While campaigners and regulators will hail a victory over illegal gambling, Premier League clubs will be wondering how to make up for the financial shortfall TGP’s disappearance from the British market will cause. It is unlikely that another white label company will step into the breach, especially since the Premier League ban on front-of-shirt betting sponsorship is only one season away.

It is not just that sports betting brands, especially Asian-facing ones, pay a premium of 20-40% above the usual rate for their partnerships, the fear within football is that an entire income stream which cannot be replaced may have gone.

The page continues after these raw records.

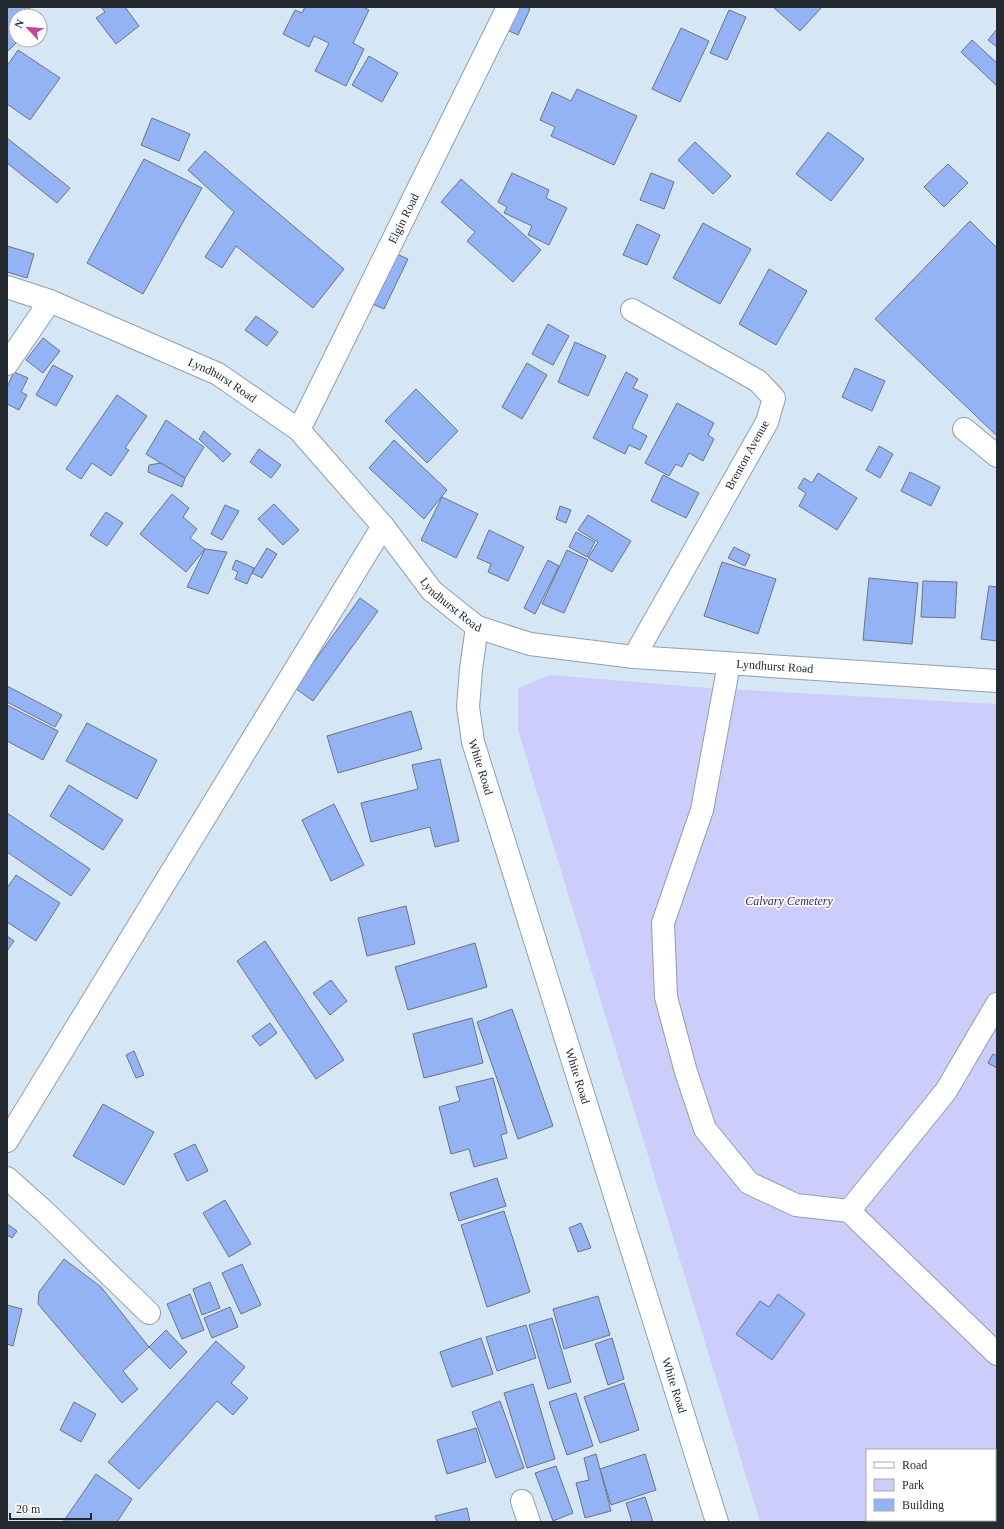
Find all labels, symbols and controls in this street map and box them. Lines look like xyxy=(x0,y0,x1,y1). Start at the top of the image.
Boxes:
north arrow xyxy=(8,8,48,48)
text: N xyxy=(12,17,26,30)
street label: Elgin Road xyxy=(385,191,422,246)
street label: Lyndhurst Road xyxy=(186,355,259,405)
street label: Brenton Avenue xyxy=(722,418,772,492)
street label: Lyndhurst Road xyxy=(417,575,483,635)
street label: Lyndhurst Road xyxy=(736,657,814,676)
street label: White Road xyxy=(466,737,496,797)
park label: Calvary Cemetery xyxy=(745,894,833,908)
street label: White Road xyxy=(562,1047,593,1106)
street label: White Road xyxy=(659,1356,690,1415)
legend xyxy=(866,1449,996,1521)
text: Road xyxy=(902,1458,927,1472)
text: Park xyxy=(902,1478,924,1492)
scale bar xyxy=(10,1495,91,1521)
text: Building xyxy=(902,1498,944,1512)
text: 20 m xyxy=(16,1502,41,1516)

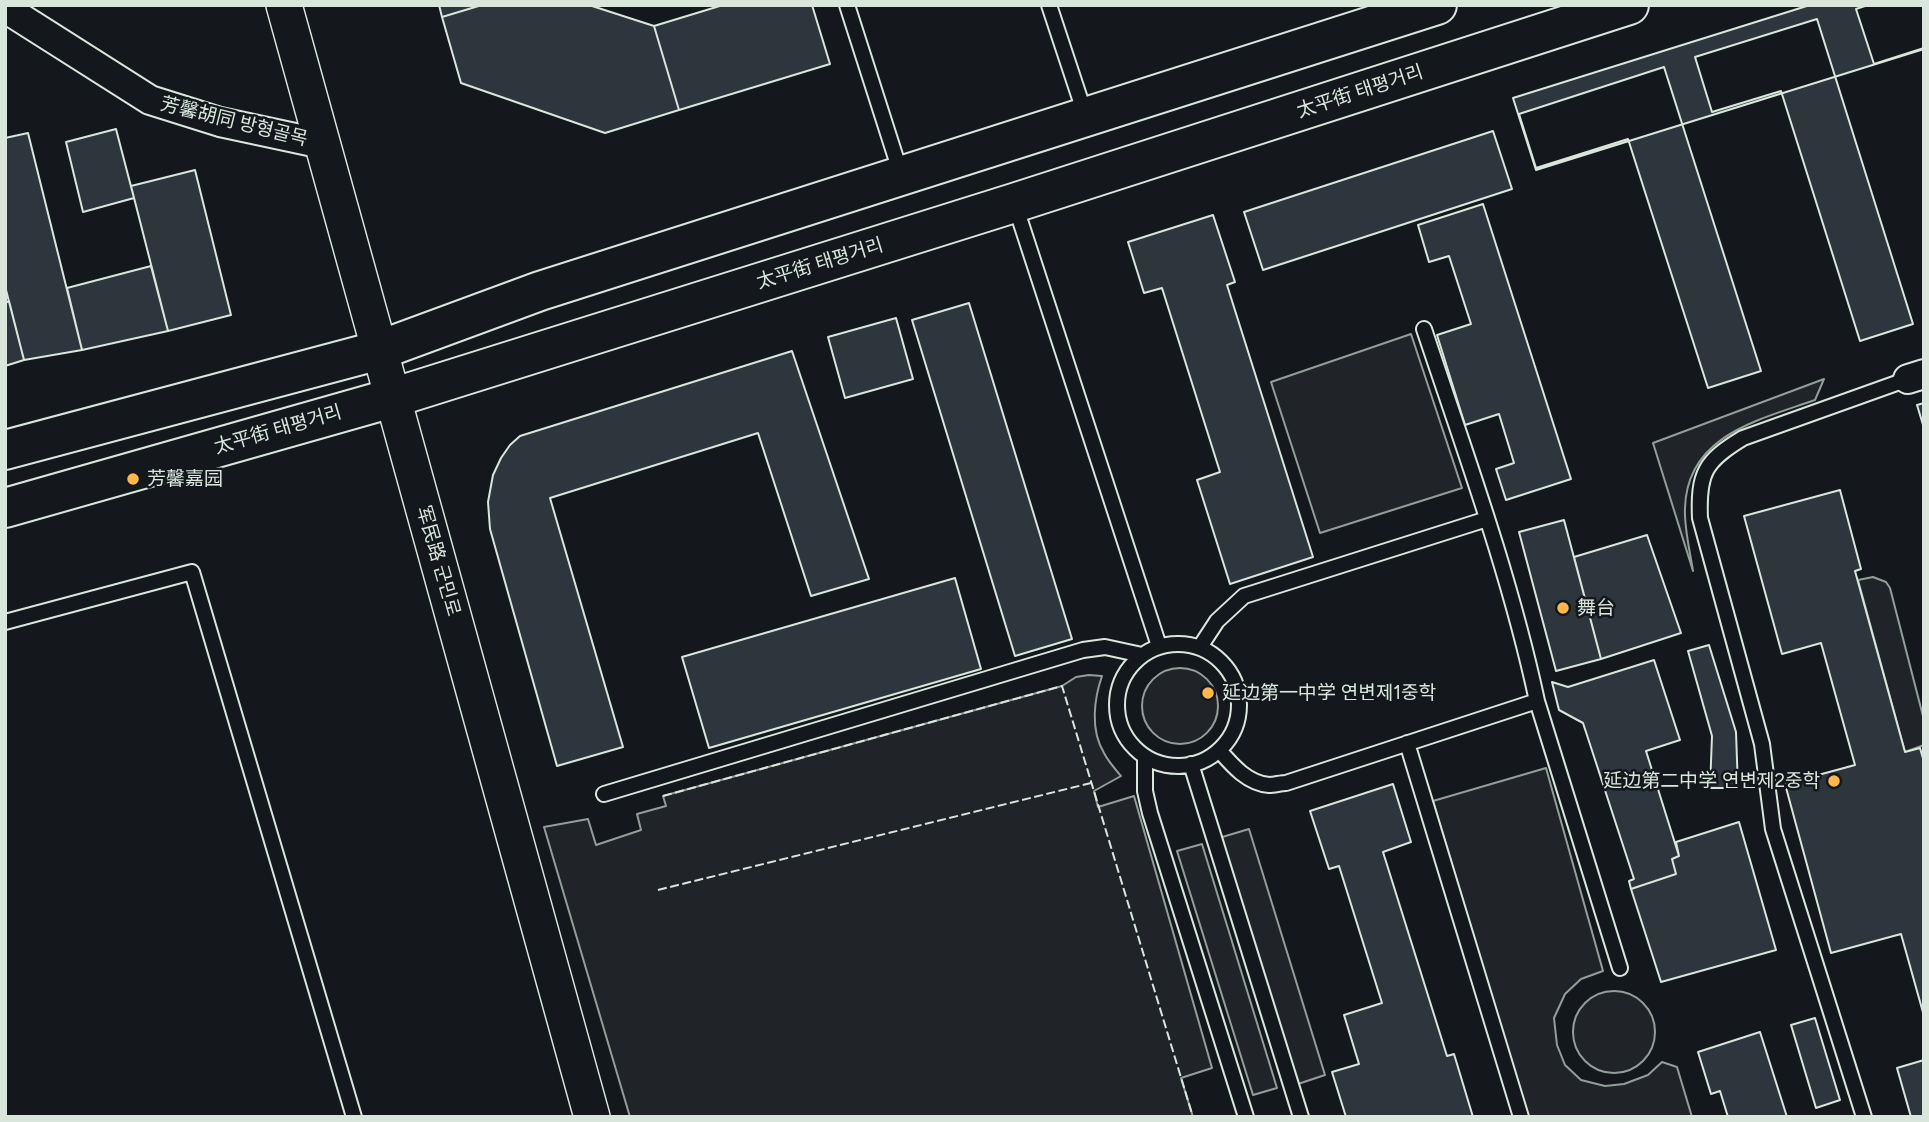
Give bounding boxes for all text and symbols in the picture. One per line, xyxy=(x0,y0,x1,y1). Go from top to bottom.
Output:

This is not necessarily the case, however. Spain imposed a far stricter ban on sports betting advertising at the start of the 2021-22 season. Asian-facing betting operators disappeared from the stadiums of La Liga but they didn’t leave Spanish football altogether, as the Spanish regulators only concerned themselves with Spanish gamblers. So while people in Spain can’t see the advertising, Real Madrid, for example, is taking Kaiyun’s money with a partnership outside the country.

“We will be carrying out checks without further notice to ensure these sites remain blocked,” the GBGC said in its statement on TGP. “We will also conduct ongoing spot checks as necessary to ensure they are not accessible to consumers in Great Britain by any means. Should any of these sites be available to GB consumers, we will take appropriate action.”

This, however, only addresses the visible part of the problem. It fails to deal with the global dimension of football’s toxic relationship with illegal betting operators.